Stern noticed that he had begun leaning into the wind with his head turned slightly away as he walked. He hadn’t walked with that gait since his childhood in northern Germany. Some habits never died.

Owen grabbed his sleeve and stopped him in the road. “Jonas, I won’t blame you for anything you do at this point. But I can’t be responsible for you, either. No matter what happens now, I consider the Tobruk debt paid.”

Stern stared at the young Welshman with eyes that said many things, but he did not speak.

“I said Tobruk is wiped clean,” Owen repeated, but the tone of his voice was uncertain.

“Sure, Peter.” Stern started to add something, but his words were drowned by the sudden growl of an engine. A long silver Bentley floated over to the curb and stopped beside the two men, engine running.

Stern shoved Owen against the passenger door and began to run. He heard the Welshman’s voice calling him back. He turned. Owen had snapped to attention beside the Bentley. Focusing on the car’s interior, Stern saw only a driver and a single passenger. He walked cautiously back. Someone had rolled down the rear window. Framed in its dark square Stern saw a weathered face lit by bright eyes, and the shoulder boards of a brigadier general.

“Recognize me?” asked a deep voice with a slight Scottish accent.

Stern stared at the face. “You were at the meeting.”

“I’m Brigadier Duff Smith, Mr. Stern. I’d like to have a word with you.”

Stern looked at Peter Owen, silently asking if this could be a trap. The Welshman shrugged.

Brigadier Smith held up a silver flask. “Have a dram? Beastly cold out.”

Stern did not accept the flask. As he stared at Brigadier Duff Smith, he felt a sudden certainty that he should run like hell. Get clear of this man and all his works. Almost before he knew what he was doing, he was walking away from the Bentley.

The car kept pace, coasting along beside him. “Come on, lad,” Smith called. “Where’s the harm in a little chat?”

“What kind of chat?”

“A chat about killing Germans.”

“I’m German,” Stern said, still marching into the wind. He glanced up at the dark face of Admiralty House. “According to Major Dickson, anyway.”

“Nazis, I should have said.”

“I killed plenty of Nazis in North Africa. That’s not what I’m after.”

Smith’s reply was barely audible above the rumble of the Bentley’s motor, but it stopped Stern in his tracks. “I’m talking about killing Nazis inside Germany.”

The Bentley rolled to a standstill beside Stern. The brigadier’s eyes glinted with black humor. “That sound like your line of country, lad?”

The Bentley’s driver got out and opened the rear door opposite Smith, but Stern still hesitated.

“You speak good English,” Smith said, to fill the silence.

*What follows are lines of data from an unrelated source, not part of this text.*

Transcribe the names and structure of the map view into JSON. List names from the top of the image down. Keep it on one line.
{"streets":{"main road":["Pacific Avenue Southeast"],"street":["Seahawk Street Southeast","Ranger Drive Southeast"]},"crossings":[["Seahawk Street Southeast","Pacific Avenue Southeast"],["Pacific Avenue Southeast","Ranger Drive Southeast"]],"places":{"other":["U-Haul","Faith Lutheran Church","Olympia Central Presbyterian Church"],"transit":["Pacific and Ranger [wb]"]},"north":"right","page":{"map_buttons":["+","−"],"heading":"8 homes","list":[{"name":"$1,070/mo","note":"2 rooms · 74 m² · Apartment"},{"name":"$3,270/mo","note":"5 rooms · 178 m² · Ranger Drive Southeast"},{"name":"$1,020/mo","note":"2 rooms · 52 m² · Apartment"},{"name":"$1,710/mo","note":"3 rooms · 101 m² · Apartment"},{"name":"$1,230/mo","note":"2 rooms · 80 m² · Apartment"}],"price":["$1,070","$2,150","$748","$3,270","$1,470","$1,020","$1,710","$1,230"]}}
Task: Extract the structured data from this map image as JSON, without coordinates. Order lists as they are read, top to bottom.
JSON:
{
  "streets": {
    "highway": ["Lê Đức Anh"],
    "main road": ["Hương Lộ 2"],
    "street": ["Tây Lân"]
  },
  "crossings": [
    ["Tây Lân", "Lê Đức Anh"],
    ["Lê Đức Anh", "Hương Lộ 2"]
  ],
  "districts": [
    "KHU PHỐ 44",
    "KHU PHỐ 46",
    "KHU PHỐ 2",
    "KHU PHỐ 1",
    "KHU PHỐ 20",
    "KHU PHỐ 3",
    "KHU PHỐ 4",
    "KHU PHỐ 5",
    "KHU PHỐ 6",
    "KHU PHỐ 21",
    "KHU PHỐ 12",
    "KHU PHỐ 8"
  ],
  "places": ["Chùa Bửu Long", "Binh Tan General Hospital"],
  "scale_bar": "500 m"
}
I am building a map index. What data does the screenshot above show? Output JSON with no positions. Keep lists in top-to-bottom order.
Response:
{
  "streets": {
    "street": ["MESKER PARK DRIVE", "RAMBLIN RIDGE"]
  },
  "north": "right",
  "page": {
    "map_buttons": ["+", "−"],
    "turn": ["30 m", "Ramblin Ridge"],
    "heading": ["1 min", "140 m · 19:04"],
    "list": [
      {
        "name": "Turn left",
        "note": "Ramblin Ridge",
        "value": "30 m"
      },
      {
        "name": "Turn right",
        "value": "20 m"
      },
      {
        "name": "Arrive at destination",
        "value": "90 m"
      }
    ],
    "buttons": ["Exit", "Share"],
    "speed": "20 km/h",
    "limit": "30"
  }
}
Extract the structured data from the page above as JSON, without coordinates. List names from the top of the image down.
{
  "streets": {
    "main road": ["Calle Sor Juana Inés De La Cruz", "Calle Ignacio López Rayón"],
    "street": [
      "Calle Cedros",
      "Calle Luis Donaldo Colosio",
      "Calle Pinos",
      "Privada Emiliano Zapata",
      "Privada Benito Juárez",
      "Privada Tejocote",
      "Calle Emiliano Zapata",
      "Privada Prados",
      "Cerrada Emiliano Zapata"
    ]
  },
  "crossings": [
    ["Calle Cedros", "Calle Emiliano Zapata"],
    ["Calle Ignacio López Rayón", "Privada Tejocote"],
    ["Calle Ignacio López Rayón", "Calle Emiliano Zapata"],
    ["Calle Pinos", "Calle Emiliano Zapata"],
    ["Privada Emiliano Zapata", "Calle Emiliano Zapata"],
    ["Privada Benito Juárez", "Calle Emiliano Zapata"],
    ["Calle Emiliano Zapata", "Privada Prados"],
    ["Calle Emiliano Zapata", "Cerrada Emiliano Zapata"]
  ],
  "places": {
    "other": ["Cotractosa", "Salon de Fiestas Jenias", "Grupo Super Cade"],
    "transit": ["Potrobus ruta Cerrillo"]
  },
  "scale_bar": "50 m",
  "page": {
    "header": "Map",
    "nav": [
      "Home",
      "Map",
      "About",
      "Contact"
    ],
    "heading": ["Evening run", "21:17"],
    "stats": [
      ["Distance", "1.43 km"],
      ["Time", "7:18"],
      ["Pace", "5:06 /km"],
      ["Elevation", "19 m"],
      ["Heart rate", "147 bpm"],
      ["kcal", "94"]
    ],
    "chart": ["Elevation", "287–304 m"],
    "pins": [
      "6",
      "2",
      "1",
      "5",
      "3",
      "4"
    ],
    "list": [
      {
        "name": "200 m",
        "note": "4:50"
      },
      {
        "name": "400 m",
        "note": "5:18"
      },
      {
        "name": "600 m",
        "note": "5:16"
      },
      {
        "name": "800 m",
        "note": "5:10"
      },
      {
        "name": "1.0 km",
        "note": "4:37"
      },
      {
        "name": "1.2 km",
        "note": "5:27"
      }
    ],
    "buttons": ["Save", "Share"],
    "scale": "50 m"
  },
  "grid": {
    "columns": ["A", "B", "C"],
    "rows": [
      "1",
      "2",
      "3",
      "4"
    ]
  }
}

“Don’t take it as flattery. Know your enemy, that’s my motto.” Stern pointed at the brigadier. “Can you get Major Dickson off my back?”

“My dear fellow,” Smith said expansively, “I can make you disappear off the face of the earth, if I so choose.”

Stern was vaguely aware of Peter Owen shouting something as he climbed into the Bentley, but all he remembered was Brigadier Smith’s final exchange with the Welshman before he rolled up the rear window. Owen was protesting that General Little wanted Stern in custody, and that Major Dickson would be hunting him with a vengeance if he was not. Smith did not seem at all perturbed. He said something to Owen in a language Stern would later learn was Welsh. The gist of the translation was, “You don’t have a problem, laddie. You never found him, you never saw me, and that’s the end of the story. Find yourself a pub and stop worrying. Nobody ever found anything Duff Smith hid, and nobody ever will.”

During the next two hours, as the Bentley rolled through the bleak winter streets of the blacked-out city, Stern learned more about the reality of the coming European war than he had dreamed in his most cynical fits of depression. In the beginning he pressed the brigadier about the mission he’d hinted at, but the Scotsman had his own way of coming to the meat of things. The first thing he did was deflate any hopes Stern had of the Allies saving the Jews still trapped in Europe. Several phrases would come back to Stern much later, and he would marvel at how frankly Smith had laid it all out.

“Don’t you see, man?” Smith had said. “If we offer sanctuary to the Jews still alive in Europe, Hitler might say yes. And the truth is, we don’t want them. Neither do the Americans. You Jews are a highly educated race. Consequently, you take away jobs faster than any other immigrant group. There are military reasons, as well. Little wasn’t joking in there. The Nazis already laid down the law to the Red Cross. ‘Touch the concentration camps, and we will no longer keep the Geneva Convention regarding military POWs.’ That’s no empty threat.”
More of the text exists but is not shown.